On July 17, 2012, Plaintiff Samuel Martin, along with another immigration enforcement agent, picked up an illegal alien from the El Paso County Jail. While the agents were trying to place the alien in the vehicle, the alien attempted to escape, and resisted and assaulted Plaintiff Martin and his colleague. The agents regained custody of the alien and transported him to the El Paso Criminal Alien Program office for processing. Plaintiff Martin’s supervisors ordered him to release the alien without any charges being filed against the alien and ordered Plaintiff Martin not to issue an NTA. The agents who were present protested the release of the alien; but they were told “it was a management decision, based on the President’s new immigration policies.” No supervisor ever asked the agents if they were injured or if they needed assistance. It is the understanding of Plaintiff Martin, reflected in his signed statement concerning the incident, that his supervisors gave him these orders based on the Directive.

This is a big deal. Why? Because the backlash against Crane and his colleagues tells me the other side is worried.

From David Leopold, past president of the American Immigration Lawyers Association, published August 3, 2012, in the Huffington Post:

The last I checked federal bureaucrats are supposed to implement the administration’s policies, not publicly obstruct them. So why is Christopher Crane, President of the National Immigration and Customs Enforcement Council — the union of 7,000 immigration agents, officers, and employees — engaging in a pattern of open insubordination designed to thwart the president’s effort to deport dangerous criminal aliens and national security risks?

And Leopold’s not finished,

But where does Crane come off attempting to set administration policy? Since when does the soldier tell the general what to do?

Is this how the president sees himself? As a “general” issuing unquestionable orders to subordinates?

Last time I looked at the U.S. Constitution, Article I, section 1, it seemed to say something pretty important about the separation of powers:

All legislative Powers herein granted shall be vested in a Congress of the United States, which shall consist of a Senate and House of Representatives.

It’s what we call a “vesting clause,” and it means that Congress, not the President of the United States, enacts federal law as Congress did in 1996 when it passed the immigration laws currently on the books.

Now, Article II, Section 1, Clause 1 of the same constitution is another vesting clause, again meant to clarify the separation of powers:

The executive Power shall be vested in a President of the United States of America.

What does this mean? That it’s the president’s job to ensure that the laws enacted by Congress are enforced.
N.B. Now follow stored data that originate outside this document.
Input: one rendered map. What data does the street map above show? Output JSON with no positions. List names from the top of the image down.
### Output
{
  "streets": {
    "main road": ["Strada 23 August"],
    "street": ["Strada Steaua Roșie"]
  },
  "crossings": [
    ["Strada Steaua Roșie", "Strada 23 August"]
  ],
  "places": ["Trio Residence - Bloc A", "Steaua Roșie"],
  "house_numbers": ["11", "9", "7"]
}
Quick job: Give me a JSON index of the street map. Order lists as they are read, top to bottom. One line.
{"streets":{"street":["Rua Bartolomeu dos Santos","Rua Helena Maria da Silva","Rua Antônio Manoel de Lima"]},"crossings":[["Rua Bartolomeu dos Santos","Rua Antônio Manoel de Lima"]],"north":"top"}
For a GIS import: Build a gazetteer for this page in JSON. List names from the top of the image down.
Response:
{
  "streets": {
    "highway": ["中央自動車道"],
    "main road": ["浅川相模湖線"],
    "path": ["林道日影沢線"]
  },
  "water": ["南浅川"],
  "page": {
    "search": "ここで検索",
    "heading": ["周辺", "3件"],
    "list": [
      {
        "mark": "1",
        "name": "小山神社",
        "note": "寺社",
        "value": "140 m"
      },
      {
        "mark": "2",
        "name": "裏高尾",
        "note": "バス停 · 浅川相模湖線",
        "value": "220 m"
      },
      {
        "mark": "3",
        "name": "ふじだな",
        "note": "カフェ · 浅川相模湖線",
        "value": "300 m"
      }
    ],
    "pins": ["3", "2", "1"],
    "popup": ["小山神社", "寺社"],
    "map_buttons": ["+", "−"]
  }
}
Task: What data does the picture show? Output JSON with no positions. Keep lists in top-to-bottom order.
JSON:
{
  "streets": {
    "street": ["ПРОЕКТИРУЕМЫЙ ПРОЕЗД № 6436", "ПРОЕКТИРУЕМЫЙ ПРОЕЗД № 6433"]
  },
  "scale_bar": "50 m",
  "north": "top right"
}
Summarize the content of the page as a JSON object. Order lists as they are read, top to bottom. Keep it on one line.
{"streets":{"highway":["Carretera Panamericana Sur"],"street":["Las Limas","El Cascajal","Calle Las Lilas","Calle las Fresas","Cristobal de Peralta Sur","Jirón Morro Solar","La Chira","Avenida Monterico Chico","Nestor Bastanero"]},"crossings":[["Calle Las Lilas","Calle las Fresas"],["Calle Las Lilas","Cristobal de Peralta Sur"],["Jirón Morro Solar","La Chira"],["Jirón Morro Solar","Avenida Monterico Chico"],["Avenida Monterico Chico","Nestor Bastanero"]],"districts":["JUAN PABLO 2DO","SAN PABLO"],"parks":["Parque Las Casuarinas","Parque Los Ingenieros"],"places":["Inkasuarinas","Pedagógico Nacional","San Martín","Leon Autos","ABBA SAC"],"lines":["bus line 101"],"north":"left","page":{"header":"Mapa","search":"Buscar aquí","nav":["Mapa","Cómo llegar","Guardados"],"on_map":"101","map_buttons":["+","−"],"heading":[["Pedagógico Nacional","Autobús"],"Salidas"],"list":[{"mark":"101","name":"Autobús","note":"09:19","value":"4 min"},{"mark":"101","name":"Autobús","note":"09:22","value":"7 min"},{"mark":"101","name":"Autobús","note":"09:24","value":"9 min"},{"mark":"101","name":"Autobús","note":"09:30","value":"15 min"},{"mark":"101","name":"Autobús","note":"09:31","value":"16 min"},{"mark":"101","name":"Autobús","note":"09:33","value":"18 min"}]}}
And here, my friends, is where we run into an argument neither Crane nor Judge Reed O’Connor, the federal judge who just ruled the ICE agents “have standing” in this matter, is ready to abandon: Does the executive or its representatives, Napolitano and Morton, have the constitutional authority to issue directives designed to reinterpret the letter of federal laws enacted by Congress? Are our elected representatives in the House and Senate expected to play “soldiers” — as David Leopold suggests — to Obama’s “general”?

Pay attention.

The argument isn’t ideological. It isn’t about whether it’s “moral” or “practical” to deport or apprehend the roughly 11 million illegal immigrants living in the U.S. It isn’t about taking children away from parents or uprooting folks who’ve become hardworking, churchgoing members of the community. The majority of Americans (who, according to the polls, value border security as much as they do a sensible approach to immigration) believe that aliens who’ve made decent, honest lives for themselves should be offered a path to citizenship.

No, the argument is much larger and much more important.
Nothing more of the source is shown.